● **DIRECTIONS**
Scan the listing below and copy each line holding the word "width".

● **DATA SUPPLIED**
Start of Block

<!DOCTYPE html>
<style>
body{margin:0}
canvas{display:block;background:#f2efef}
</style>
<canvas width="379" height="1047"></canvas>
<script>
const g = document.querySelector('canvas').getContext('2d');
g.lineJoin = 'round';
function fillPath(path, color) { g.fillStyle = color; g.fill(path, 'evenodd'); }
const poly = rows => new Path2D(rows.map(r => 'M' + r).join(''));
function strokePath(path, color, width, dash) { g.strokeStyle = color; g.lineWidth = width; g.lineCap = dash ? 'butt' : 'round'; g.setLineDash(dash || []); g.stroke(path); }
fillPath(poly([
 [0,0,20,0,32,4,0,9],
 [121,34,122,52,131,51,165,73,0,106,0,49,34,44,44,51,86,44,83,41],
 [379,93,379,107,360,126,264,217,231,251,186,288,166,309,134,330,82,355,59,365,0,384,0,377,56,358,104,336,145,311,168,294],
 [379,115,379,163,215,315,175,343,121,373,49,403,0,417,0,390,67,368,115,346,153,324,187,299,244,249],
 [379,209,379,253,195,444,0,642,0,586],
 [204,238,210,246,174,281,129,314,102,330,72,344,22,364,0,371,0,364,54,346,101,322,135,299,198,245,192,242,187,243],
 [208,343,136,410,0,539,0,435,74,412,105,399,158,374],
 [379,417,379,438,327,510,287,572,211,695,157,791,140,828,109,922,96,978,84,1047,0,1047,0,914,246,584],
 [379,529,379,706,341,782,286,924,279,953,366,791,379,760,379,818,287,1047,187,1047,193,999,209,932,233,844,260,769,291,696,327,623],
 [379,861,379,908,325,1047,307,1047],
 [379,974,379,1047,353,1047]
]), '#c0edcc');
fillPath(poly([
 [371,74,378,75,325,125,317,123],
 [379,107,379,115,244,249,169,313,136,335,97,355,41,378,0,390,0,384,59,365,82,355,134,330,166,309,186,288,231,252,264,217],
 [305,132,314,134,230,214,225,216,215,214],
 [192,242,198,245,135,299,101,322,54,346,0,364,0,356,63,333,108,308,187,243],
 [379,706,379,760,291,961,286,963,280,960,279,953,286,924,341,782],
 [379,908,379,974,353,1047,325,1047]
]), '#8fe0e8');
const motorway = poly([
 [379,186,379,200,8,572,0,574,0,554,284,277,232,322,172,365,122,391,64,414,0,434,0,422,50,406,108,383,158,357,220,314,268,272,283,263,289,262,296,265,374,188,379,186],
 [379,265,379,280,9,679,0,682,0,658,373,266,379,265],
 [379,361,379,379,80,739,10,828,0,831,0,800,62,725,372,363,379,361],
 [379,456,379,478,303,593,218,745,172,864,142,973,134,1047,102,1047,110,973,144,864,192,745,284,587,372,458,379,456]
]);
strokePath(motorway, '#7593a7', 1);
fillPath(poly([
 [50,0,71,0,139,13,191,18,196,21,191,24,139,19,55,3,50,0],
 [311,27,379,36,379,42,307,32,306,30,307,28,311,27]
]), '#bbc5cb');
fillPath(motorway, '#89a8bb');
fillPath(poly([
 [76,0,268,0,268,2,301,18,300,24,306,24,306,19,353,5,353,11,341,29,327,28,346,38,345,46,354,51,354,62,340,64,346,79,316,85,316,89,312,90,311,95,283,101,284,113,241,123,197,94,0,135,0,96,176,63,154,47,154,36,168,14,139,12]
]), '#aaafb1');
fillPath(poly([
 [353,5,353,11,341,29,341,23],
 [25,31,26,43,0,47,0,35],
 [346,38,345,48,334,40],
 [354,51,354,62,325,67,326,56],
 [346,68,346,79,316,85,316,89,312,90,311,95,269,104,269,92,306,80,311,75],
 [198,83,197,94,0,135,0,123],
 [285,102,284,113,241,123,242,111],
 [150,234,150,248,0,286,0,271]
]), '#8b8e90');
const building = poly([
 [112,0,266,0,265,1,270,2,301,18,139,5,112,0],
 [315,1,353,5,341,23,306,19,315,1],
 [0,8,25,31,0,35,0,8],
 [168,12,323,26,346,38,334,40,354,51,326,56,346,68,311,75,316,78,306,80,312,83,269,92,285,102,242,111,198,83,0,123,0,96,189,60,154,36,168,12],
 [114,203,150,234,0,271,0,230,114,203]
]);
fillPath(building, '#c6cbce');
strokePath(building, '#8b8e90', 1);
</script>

End of Block

● **SOLVED PROBLEM**
<canvas width="379" height="1047"></canvas>
function strokePath(path, color, width, dash) { g.strokeStyle = color; g.lineWidth = width; g.lineCap = dash ? 'butt' : 'round'; g.setLineDash(dash || []); g.stroke(path); }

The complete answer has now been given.